▸ Exercise objective
Once the line containing "2px #c1ae93) drop-shadow(0" has been copied, stop; copy every line before it exactly, beginning with the first line of the material below.
Segment Open
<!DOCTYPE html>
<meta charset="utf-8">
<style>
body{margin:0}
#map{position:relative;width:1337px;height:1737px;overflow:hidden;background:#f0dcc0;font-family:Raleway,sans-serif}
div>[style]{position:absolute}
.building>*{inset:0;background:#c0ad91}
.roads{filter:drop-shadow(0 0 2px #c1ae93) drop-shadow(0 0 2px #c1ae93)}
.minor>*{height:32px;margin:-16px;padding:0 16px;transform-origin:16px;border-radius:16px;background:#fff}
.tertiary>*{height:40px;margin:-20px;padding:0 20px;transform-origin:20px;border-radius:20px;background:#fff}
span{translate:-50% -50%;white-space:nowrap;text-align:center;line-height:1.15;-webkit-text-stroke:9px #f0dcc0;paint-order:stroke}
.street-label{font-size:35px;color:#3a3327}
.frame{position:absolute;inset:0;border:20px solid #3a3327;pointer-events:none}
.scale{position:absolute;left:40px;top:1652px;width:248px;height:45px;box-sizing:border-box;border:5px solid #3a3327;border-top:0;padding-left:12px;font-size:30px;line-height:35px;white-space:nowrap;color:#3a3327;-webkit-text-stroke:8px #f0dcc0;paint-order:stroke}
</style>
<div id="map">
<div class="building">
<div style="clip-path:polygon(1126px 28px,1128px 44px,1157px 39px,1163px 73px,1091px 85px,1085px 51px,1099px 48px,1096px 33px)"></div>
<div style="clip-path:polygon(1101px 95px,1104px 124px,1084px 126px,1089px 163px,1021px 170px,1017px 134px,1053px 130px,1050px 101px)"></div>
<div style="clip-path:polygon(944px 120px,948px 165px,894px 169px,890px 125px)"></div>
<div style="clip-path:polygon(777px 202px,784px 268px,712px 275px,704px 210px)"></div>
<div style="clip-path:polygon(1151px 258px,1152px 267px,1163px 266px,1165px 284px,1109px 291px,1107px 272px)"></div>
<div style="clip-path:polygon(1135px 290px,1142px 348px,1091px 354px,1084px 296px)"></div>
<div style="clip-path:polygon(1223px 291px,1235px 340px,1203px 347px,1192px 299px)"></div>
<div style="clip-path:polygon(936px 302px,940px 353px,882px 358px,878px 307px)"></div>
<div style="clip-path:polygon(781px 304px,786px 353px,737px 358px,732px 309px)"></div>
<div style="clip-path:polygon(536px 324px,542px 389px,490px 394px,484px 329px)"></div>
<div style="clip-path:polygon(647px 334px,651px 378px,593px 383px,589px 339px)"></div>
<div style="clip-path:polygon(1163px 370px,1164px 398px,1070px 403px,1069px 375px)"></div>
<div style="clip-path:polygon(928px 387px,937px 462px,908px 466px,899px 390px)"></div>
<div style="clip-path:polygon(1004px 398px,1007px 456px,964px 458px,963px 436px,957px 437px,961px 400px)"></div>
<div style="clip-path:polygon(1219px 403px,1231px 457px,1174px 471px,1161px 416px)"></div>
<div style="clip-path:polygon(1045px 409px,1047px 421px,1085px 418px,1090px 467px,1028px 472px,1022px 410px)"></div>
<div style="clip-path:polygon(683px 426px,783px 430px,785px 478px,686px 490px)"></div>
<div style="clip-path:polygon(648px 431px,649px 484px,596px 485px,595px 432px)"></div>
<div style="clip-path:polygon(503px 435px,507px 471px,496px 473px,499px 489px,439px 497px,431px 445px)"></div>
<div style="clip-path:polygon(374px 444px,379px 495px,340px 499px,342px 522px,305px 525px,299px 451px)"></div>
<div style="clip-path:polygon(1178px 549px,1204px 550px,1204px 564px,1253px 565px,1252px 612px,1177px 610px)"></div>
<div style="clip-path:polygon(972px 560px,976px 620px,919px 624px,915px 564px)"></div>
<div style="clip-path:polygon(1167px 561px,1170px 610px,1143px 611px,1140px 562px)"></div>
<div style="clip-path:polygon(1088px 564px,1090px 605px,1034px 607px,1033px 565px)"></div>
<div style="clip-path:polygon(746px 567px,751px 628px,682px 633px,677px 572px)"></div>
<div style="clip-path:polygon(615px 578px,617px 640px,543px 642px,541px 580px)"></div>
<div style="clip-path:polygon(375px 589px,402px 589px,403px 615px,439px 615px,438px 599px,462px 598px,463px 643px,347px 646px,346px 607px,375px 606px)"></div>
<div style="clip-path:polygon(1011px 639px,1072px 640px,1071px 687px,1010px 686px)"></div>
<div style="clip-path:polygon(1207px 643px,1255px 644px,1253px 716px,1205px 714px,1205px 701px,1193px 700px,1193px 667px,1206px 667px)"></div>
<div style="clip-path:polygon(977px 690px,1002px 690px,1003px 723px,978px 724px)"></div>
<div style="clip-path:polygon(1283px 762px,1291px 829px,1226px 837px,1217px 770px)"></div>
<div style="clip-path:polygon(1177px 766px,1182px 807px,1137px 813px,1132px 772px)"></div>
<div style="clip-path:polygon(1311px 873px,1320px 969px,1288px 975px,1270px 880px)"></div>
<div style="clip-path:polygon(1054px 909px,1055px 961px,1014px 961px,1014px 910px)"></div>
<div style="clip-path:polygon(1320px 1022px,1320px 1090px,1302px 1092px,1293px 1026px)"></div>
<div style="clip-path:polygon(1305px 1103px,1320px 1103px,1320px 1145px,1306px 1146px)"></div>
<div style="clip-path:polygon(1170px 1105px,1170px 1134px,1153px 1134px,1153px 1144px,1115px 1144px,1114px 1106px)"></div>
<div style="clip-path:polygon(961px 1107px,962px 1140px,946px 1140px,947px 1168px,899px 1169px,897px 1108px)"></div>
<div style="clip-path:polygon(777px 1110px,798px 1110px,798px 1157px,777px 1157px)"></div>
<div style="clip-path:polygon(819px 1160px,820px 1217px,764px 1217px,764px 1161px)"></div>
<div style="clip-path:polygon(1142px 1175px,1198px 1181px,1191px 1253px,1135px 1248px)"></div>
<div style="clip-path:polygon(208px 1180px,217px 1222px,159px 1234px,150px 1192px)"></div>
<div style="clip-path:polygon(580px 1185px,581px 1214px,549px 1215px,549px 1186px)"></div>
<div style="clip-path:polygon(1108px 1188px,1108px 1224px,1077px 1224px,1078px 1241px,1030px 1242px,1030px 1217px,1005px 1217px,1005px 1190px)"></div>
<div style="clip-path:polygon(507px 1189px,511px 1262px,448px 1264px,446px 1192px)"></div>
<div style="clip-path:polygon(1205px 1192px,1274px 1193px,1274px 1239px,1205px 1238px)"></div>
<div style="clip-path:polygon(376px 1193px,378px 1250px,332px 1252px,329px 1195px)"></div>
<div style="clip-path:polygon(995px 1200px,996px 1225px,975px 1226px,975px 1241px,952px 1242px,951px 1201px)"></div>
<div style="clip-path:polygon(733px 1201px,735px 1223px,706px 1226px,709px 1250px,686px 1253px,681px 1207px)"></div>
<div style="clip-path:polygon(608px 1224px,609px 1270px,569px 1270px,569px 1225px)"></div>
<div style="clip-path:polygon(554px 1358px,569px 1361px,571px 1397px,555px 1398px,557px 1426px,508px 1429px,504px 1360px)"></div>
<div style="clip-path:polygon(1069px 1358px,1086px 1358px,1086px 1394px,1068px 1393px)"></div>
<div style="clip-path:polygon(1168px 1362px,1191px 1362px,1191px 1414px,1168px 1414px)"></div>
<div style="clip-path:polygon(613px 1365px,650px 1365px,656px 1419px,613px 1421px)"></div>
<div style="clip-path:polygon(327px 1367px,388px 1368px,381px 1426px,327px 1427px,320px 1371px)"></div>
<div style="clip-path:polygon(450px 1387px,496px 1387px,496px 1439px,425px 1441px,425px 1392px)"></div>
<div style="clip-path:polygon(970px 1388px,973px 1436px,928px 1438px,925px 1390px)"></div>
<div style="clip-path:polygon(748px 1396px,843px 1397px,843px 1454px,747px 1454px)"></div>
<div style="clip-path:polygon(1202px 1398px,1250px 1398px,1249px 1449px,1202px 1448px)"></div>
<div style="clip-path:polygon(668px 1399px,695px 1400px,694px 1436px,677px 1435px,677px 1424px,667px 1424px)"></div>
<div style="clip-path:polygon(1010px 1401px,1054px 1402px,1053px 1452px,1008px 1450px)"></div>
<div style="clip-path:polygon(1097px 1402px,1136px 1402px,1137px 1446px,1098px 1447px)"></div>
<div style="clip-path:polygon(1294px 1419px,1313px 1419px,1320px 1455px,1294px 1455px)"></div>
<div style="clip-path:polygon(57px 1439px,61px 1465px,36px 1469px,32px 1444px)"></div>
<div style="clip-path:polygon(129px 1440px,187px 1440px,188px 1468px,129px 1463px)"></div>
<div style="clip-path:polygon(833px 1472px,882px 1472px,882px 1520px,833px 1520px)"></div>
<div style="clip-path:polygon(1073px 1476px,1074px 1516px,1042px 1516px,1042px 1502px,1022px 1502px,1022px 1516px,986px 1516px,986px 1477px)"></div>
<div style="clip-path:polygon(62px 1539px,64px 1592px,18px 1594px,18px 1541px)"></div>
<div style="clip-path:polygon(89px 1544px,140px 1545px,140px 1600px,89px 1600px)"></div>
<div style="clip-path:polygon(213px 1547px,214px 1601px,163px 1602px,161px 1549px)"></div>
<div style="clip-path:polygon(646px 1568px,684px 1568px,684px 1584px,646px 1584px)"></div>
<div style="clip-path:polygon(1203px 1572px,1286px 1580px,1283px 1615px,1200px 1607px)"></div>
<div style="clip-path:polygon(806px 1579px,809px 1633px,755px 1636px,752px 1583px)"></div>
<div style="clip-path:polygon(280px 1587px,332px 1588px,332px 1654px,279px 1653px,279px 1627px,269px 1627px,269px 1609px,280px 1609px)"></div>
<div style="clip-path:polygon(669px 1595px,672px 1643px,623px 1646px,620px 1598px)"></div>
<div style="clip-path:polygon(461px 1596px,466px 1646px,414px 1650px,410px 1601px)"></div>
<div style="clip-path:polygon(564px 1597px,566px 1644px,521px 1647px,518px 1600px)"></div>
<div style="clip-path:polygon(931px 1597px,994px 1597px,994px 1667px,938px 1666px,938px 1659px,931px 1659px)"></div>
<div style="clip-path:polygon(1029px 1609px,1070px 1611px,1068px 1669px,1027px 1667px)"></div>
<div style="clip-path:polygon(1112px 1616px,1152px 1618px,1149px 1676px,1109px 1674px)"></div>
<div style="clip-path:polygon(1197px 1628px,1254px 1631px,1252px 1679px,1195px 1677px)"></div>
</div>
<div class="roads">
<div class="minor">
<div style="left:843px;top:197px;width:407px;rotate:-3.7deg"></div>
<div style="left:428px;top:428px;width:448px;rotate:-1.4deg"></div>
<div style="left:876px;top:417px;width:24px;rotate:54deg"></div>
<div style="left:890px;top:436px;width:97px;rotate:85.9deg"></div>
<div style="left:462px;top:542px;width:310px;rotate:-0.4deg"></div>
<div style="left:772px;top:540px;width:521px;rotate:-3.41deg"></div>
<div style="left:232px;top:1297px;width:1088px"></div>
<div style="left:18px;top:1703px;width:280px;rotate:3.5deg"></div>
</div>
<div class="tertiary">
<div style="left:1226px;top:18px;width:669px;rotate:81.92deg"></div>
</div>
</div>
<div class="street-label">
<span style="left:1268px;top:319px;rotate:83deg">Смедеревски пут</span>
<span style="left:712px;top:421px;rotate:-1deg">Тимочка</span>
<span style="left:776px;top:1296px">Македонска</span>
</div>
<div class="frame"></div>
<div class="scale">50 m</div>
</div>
Segment Closed
▸ Your response
<!DOCTYPE html>
<meta charset="utf-8">
<style>
body{margin:0}
#map{position:relative;width:1337px;height:1737px;overflow:hidden;background:#f0dcc0;font-family:Raleway,sans-serif}
div>[style]{position:absolute}
.building>*{inset:0;background:#c0ad91}
.roads{filter:drop-shadow(0 0 2px #c1ae93) drop-shadow(0 0 2px #c1ae93)}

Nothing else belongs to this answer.